PROBLEM LINK:
Author: valiant_vidit
Tester: hellb0y_suru
Tester: vikiwarrior
Editorialist: valiant_vidit
DIFFICULTY:
EASY-MEDIUM
PROBLEM:
Given a function f(x)=(x-k_{1})*(x-k_{2})*(x-k_{3})*(x-k_{4})+C
You to find all roots of f(x) between [L,R].
- the values of k_{1} , k_{2},k_{3},k_{4} are integers and given for each test file.
- In a given range (L, R) ,there exists more than one roots of a function.
- In a given range ( L , R), there exists only either a maxima or a minima.
- the value of the constant C will be given in each test case.
QUICK EXPLANATION:
It is a kind of a good implementation of binary search in a given range.
EXPLANATION:
By observing point 2 and point 3 given in the question, it can be clearly stated that there exists only 2 roots in a given range.

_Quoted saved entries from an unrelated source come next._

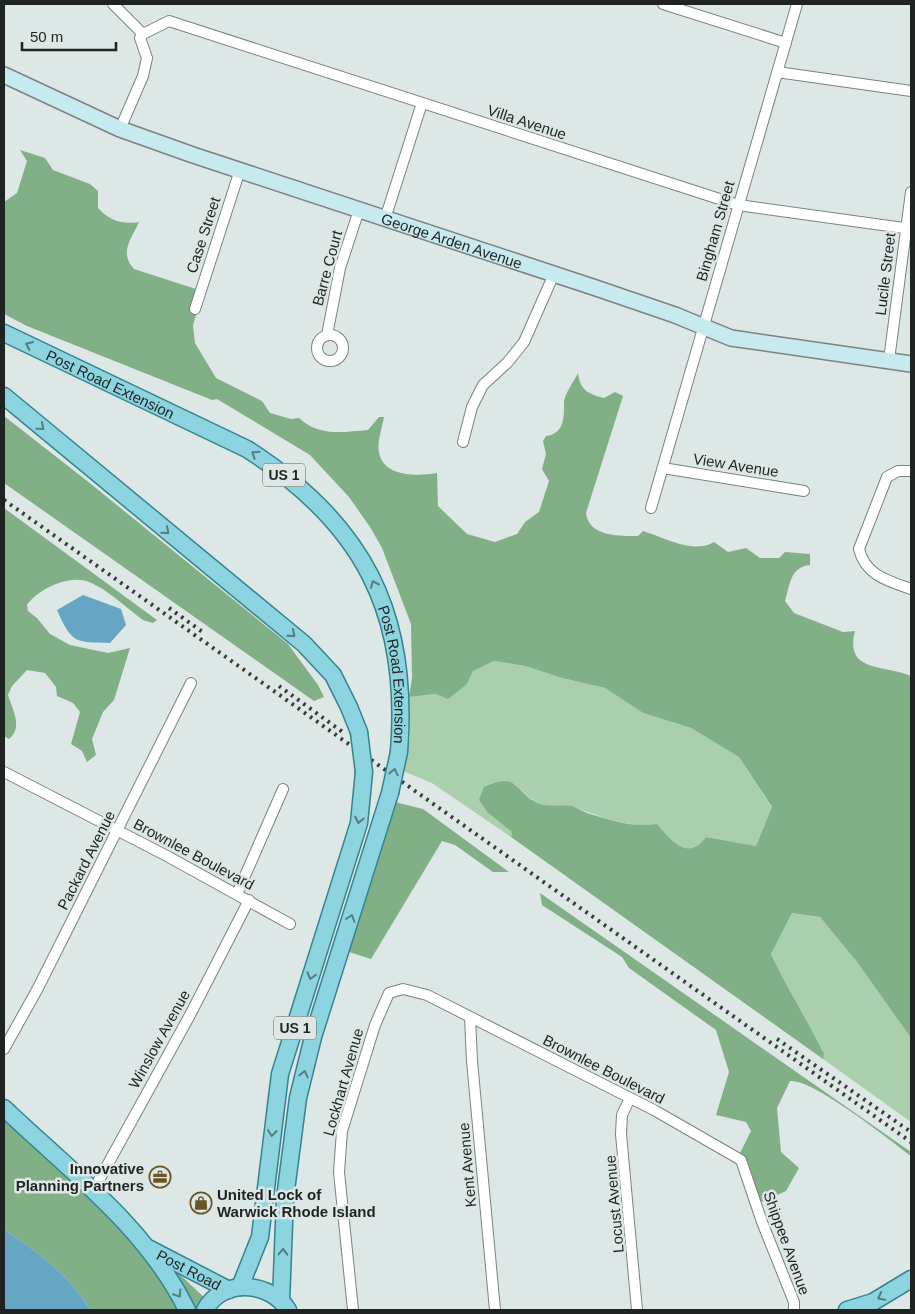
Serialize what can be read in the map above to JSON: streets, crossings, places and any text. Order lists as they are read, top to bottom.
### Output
{
  "streets": {
    "main road": ["Post Road Extension", "US 1", "Post Road"],
    "street": [
      "Villa Avenue",
      "Bingham Street",
      "Case Street",
      "George Arden Avenue",
      "Barre Court",
      "Lucile Street",
      "View Avenue",
      "Brownlee Boulevard",
      "Packard Avenue",
      "Winslow Avenue",
      "Lockhart Avenue",
      "Kent Avenue",
      "Locust Avenue",
      "Shippee Avenue"
    ]
  },
  "crossings": [
    ["Villa Avenue", "Bingham Street"],
    ["Villa Avenue", "Lucile Street"],
    ["Bingham Street", "George Arden Avenue"],
    ["Bingham Street", "View Avenue"],
    ["Case Street", "George Arden Avenue"],
    ["George Arden Avenue", "Barre Court"],
    ["George Arden Avenue", "Lucile Street"],
    ["Post Road Extension", "Post Road"],
    ["US 1", "Post Road"],
    ["Brownlee Boulevard", "Packard Avenue"],
    ["Brownlee Boulevard", "Winslow Avenue"],
    ["Brownlee Boulevard", "Lockhart Avenue"],
    ["Brownlee Boulevard", "Kent Avenue"],
    ["Brownlee Boulevard", "Locust Avenue"],
    ["Brownlee Boulevard", "Shippee Avenue"],
    ["Winslow Avenue", "Post Road"]
  ],
  "one_way": ["Post Road Extension"],
  "places": {
    "office": ["Innovative Planning Partners"],
    "shop": ["United Lock of Warwick Rhode Island"]
  },
  "scale_bar": "50 m"
}
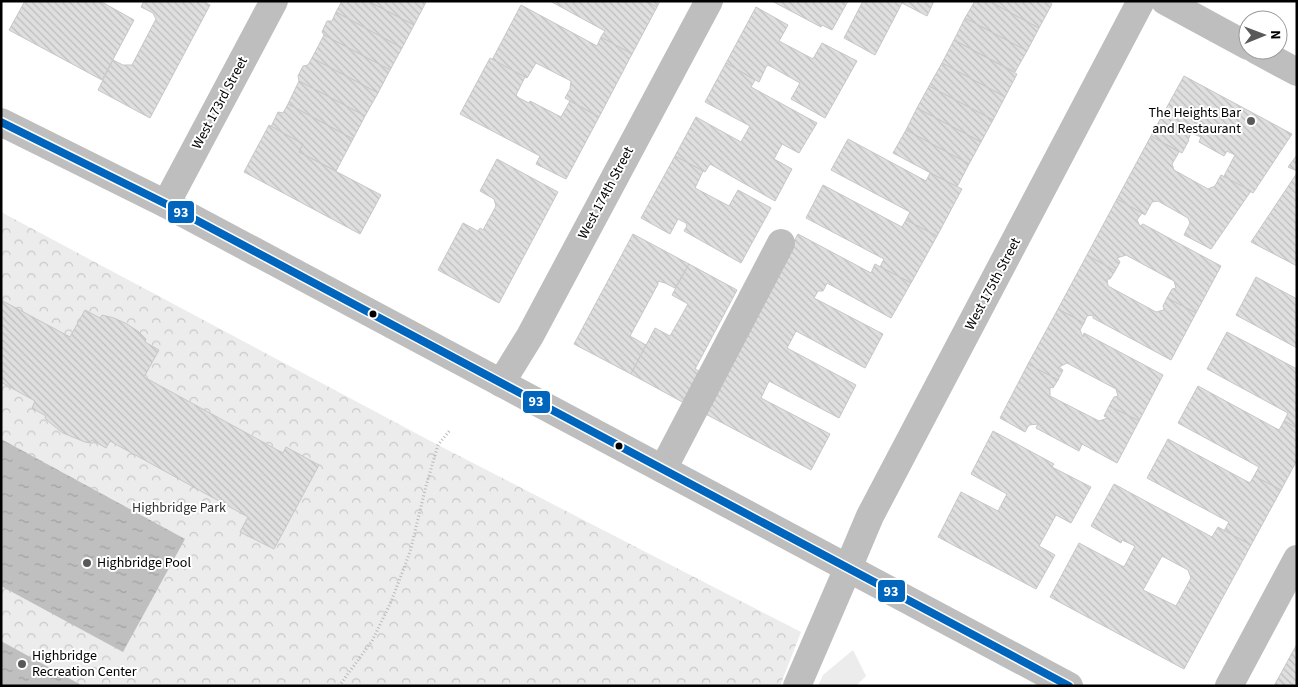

First of all one should find the maxima/minima of function,for this one should
differentiate the function .
As stated that in a give range there is only one maxima/minima so we can say that the
derivative of a function will be one to one in a given range,so we can apply binary search
in a given range to find only root of derivative function in given range,by which we will be able to find the only maxima/minima lying in the given range.
After finding the only maxima/minima let say it is at x=k,we can apply 2 binary searches
i.e., b/w [L,k] and b/w [k,R], by which we can easily find the 2 roots of function in range.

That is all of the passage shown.